== Segment start ==
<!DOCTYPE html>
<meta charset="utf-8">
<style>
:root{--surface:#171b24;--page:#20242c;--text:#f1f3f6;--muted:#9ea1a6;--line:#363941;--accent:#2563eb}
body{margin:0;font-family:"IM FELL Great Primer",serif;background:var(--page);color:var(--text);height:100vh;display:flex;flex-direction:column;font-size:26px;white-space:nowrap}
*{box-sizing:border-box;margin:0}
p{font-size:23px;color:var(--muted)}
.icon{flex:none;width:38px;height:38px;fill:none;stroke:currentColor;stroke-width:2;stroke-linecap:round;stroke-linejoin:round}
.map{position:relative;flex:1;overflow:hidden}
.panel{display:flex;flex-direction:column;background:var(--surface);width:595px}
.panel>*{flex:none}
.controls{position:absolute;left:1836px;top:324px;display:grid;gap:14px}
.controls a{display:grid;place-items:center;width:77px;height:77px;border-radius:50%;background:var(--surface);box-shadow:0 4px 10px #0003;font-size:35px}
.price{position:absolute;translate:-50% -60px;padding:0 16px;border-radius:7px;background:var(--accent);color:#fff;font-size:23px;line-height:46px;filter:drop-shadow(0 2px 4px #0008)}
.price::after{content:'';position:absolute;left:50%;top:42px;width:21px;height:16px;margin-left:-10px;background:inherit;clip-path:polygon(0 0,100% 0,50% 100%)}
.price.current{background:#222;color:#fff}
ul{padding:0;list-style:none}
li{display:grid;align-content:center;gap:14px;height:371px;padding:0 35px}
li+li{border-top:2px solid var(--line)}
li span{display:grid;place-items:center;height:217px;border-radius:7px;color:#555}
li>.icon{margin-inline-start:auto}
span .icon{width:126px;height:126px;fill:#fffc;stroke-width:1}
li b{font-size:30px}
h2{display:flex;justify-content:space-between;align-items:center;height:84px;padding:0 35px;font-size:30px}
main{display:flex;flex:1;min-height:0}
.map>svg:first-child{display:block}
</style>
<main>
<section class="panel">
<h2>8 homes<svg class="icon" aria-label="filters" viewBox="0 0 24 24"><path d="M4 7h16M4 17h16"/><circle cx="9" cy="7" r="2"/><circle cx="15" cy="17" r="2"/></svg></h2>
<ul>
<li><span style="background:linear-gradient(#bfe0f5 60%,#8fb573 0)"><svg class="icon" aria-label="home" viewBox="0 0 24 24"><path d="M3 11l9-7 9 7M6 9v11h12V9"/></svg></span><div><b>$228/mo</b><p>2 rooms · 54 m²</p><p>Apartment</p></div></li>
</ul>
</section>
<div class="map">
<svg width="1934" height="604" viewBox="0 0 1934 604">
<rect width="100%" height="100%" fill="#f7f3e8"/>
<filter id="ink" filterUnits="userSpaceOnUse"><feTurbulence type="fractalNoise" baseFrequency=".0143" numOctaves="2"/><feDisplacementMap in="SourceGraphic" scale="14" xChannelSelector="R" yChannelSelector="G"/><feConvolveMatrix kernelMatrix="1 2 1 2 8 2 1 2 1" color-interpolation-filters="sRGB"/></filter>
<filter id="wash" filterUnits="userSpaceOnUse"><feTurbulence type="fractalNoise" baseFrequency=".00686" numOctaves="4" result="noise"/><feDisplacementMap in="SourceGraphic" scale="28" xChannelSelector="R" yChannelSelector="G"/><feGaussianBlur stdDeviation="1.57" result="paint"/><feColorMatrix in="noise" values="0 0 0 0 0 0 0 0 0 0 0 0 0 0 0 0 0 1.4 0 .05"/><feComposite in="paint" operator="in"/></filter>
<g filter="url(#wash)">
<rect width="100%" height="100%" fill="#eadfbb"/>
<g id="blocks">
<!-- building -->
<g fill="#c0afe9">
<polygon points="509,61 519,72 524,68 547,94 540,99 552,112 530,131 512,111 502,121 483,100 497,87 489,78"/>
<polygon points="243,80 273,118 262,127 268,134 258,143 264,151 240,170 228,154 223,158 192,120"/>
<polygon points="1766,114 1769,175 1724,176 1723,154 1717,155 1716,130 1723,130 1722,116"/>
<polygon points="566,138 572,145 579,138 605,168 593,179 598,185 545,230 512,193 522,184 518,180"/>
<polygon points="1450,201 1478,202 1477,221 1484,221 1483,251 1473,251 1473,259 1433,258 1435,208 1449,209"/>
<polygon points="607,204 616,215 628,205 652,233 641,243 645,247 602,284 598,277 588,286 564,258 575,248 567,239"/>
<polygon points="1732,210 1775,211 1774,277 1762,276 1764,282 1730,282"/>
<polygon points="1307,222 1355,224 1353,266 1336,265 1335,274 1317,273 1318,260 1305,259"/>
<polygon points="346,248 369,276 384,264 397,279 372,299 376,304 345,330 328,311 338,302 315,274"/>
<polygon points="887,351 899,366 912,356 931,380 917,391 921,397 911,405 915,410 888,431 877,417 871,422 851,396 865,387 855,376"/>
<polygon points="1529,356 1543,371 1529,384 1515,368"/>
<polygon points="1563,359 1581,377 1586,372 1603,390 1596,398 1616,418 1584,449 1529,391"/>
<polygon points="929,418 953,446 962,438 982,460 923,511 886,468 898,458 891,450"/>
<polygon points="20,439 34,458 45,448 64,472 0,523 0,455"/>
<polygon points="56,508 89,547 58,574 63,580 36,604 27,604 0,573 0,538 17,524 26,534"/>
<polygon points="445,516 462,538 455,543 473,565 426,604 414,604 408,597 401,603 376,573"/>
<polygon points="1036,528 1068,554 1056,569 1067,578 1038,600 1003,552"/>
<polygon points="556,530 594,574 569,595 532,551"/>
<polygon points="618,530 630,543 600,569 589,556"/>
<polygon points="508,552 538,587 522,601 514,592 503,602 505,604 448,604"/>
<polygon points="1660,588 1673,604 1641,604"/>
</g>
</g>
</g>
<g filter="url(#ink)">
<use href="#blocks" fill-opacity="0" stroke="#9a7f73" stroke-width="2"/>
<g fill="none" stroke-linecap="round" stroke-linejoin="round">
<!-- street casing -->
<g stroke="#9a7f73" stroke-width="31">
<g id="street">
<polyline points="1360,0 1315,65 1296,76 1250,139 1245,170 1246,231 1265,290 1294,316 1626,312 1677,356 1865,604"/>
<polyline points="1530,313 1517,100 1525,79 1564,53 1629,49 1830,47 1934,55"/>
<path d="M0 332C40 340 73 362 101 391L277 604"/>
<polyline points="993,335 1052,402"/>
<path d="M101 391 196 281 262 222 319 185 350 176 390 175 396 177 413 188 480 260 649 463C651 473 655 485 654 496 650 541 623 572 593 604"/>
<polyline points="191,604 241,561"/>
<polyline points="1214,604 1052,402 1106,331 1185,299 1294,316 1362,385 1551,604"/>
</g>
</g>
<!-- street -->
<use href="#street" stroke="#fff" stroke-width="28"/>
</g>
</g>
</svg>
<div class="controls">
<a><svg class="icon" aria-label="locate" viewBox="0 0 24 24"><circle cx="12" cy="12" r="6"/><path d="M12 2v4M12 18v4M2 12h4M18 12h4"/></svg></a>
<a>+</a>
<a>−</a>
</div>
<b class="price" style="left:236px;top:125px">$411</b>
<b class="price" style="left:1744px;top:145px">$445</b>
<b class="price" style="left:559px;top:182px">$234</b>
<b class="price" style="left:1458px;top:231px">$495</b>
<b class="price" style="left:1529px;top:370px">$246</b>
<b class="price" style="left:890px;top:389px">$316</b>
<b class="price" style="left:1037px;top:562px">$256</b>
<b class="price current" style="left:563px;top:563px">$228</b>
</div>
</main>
== Segment end ==
== Segment start ==
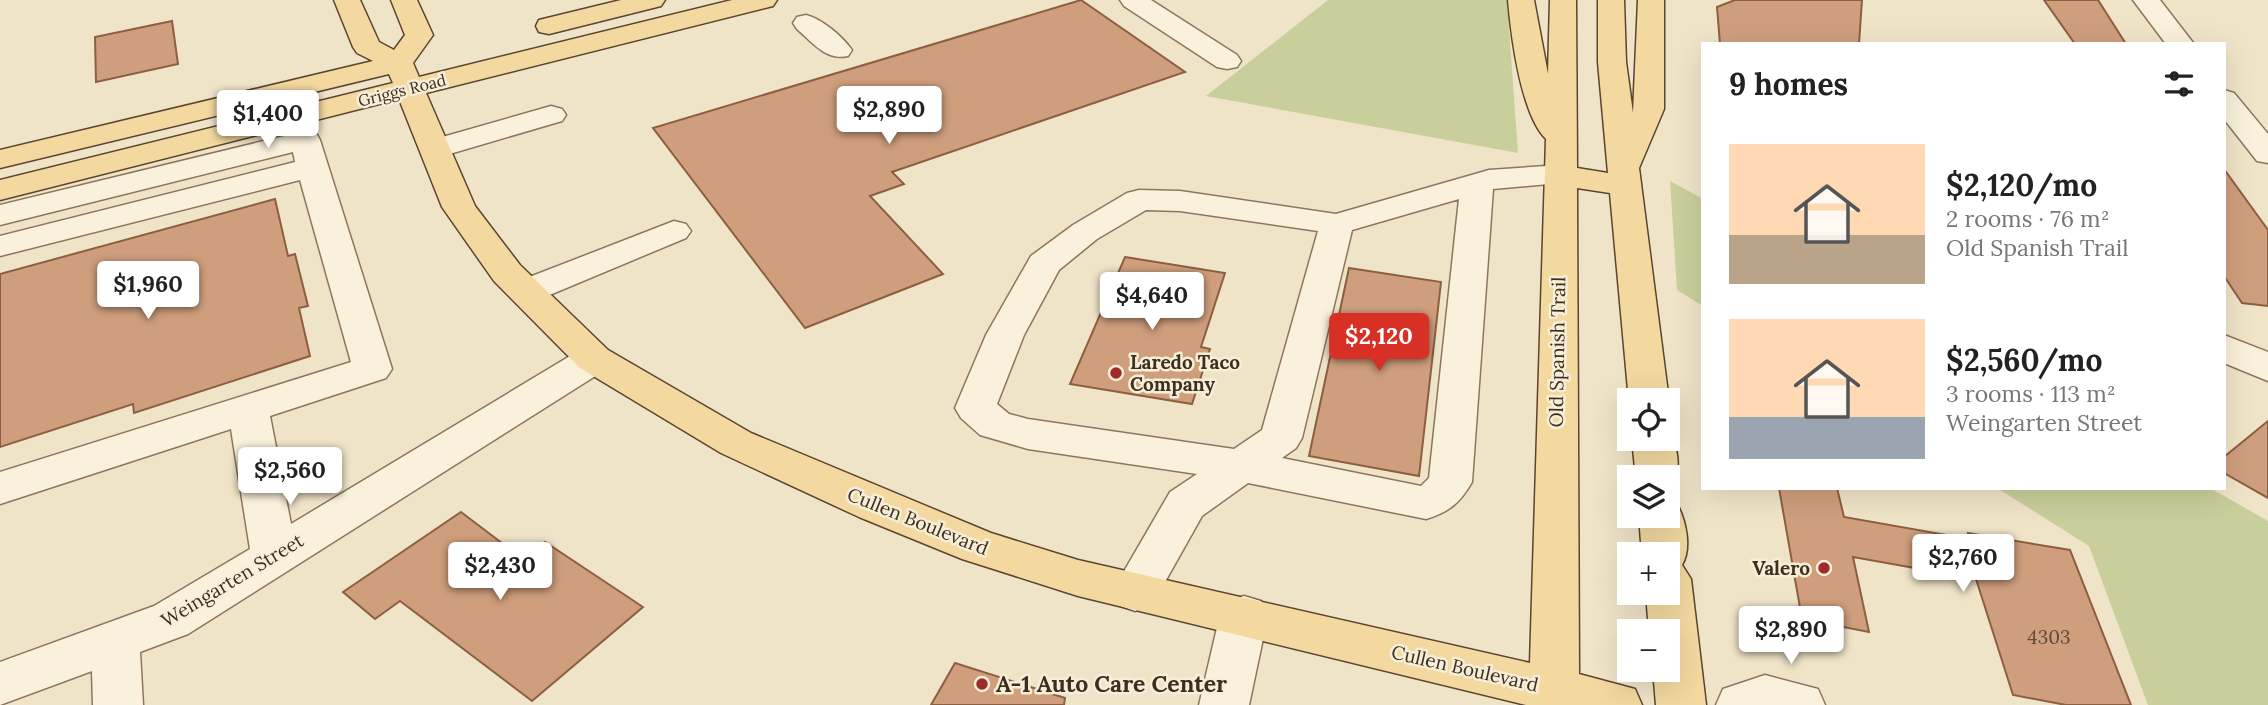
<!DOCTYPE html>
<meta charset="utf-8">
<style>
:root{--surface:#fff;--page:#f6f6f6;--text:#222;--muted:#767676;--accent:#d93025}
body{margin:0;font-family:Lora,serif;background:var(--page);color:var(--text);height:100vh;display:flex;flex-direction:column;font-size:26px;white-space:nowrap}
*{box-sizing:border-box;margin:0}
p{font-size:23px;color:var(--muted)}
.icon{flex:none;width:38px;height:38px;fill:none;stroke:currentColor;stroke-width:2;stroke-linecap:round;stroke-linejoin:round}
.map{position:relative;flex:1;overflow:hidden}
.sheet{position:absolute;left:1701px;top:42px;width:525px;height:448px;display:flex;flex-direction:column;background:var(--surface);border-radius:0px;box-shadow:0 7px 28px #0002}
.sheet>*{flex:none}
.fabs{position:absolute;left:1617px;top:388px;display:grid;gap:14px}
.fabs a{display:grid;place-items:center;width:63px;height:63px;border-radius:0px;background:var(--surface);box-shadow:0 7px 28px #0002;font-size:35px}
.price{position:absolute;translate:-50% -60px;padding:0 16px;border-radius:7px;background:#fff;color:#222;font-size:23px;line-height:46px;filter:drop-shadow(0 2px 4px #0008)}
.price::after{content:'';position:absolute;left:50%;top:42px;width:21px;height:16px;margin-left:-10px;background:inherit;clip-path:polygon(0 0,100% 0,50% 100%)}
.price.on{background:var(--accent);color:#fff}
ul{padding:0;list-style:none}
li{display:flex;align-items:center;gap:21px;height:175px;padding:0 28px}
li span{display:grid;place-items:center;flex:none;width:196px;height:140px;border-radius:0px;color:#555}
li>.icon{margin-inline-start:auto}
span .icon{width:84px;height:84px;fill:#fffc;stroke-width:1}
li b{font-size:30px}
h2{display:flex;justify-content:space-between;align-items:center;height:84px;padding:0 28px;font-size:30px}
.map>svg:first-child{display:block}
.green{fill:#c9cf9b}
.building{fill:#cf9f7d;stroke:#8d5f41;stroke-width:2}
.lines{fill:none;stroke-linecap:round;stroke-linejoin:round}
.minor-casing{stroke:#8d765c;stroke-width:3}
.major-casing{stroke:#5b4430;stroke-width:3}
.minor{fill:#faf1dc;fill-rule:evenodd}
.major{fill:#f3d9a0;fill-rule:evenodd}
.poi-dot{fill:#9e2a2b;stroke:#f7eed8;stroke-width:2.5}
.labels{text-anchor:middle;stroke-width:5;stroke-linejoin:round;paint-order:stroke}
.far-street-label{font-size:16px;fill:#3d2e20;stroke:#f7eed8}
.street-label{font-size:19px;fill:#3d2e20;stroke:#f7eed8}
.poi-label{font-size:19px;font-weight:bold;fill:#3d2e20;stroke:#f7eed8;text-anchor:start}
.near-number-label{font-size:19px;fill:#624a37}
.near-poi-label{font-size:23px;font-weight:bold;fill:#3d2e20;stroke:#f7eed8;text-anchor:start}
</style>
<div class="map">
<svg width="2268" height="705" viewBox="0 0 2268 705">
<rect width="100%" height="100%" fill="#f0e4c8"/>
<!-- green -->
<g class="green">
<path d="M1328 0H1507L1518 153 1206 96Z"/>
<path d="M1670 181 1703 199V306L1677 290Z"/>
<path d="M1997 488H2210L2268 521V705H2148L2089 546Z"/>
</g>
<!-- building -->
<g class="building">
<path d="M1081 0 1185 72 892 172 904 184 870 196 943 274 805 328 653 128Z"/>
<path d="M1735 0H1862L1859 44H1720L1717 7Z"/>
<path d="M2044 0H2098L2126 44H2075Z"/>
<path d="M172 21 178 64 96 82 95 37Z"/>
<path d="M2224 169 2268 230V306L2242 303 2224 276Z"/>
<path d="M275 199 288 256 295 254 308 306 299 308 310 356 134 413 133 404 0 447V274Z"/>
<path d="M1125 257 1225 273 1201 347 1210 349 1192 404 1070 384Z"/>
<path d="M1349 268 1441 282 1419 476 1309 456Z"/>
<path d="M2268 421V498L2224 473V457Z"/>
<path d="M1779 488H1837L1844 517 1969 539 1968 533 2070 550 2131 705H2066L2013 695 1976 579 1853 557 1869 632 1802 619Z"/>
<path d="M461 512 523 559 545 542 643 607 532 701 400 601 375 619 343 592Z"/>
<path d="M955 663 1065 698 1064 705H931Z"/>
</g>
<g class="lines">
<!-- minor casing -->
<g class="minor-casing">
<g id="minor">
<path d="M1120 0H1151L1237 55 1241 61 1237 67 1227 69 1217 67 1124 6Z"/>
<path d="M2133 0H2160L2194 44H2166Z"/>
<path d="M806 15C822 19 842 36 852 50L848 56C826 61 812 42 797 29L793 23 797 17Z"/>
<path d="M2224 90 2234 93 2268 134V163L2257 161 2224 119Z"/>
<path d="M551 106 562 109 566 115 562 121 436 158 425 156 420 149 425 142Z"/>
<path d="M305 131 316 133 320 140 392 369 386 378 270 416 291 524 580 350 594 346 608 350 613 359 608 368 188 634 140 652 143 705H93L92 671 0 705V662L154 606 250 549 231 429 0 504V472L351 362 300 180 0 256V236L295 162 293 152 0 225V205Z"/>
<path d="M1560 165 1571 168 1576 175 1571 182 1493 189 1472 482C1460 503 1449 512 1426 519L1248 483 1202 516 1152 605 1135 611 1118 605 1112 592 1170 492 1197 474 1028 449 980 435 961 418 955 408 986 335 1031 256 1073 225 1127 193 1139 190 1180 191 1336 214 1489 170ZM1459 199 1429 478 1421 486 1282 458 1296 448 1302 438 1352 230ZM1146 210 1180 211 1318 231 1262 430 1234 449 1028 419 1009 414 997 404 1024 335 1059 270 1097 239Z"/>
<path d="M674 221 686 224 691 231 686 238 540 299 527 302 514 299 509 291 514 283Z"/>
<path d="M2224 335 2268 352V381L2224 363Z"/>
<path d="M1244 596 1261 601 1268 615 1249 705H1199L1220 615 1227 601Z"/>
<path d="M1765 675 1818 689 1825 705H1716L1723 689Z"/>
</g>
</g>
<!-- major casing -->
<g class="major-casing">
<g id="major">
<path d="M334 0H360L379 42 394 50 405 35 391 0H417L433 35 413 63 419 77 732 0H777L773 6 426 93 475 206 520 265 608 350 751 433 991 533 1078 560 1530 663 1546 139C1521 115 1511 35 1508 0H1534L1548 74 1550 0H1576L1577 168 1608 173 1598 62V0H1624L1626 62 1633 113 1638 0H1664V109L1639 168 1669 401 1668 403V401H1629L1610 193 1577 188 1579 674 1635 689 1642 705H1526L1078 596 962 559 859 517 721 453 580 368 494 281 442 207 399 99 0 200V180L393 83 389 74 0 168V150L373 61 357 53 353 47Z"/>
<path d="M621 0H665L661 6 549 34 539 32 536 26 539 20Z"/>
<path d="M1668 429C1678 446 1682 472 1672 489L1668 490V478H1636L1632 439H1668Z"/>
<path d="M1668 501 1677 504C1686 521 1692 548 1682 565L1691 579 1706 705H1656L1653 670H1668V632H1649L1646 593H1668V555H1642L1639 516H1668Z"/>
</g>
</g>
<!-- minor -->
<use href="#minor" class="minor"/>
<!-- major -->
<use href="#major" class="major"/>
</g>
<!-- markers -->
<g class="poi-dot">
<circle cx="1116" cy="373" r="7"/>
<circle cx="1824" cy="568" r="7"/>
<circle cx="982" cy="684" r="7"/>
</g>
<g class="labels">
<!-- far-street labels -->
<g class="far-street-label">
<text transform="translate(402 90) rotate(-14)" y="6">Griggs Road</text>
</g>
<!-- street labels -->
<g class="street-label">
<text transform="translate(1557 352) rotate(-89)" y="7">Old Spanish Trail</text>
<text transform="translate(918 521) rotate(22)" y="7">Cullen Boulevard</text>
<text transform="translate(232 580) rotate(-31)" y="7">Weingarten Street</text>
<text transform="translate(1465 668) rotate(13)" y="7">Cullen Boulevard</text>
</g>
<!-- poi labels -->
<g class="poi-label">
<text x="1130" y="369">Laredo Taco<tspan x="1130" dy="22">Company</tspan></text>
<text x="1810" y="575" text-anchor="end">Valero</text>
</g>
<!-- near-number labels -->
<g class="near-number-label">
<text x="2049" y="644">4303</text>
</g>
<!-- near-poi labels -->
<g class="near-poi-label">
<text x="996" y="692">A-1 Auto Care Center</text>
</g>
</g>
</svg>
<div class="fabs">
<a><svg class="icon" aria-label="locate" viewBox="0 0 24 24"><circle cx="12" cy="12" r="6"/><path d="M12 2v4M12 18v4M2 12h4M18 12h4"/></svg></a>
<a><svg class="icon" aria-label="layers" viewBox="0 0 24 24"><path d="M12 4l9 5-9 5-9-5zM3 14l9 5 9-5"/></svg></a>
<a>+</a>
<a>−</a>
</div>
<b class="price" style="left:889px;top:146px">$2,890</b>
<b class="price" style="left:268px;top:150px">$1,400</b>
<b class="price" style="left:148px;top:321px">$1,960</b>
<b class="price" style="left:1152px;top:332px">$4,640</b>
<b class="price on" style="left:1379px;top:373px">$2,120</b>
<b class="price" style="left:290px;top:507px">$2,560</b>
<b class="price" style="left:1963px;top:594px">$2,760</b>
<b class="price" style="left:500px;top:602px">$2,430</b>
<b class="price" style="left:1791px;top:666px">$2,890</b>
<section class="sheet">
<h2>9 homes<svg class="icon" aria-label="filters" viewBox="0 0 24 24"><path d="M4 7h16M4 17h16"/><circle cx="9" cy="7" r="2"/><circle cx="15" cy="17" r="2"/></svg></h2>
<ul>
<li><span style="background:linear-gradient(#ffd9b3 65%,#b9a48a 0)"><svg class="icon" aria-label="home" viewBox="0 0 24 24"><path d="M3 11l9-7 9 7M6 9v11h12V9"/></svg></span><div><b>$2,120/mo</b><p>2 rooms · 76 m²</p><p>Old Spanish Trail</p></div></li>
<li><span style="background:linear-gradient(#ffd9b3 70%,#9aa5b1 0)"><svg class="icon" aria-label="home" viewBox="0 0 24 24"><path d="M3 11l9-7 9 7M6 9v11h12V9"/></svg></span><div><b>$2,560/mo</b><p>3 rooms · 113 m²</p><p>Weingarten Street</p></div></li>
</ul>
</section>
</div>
== Segment end ==
**How to complete this task:**
Count each line of the data where the word "rule" appears, then reply with the total only.

**Completed task:**
2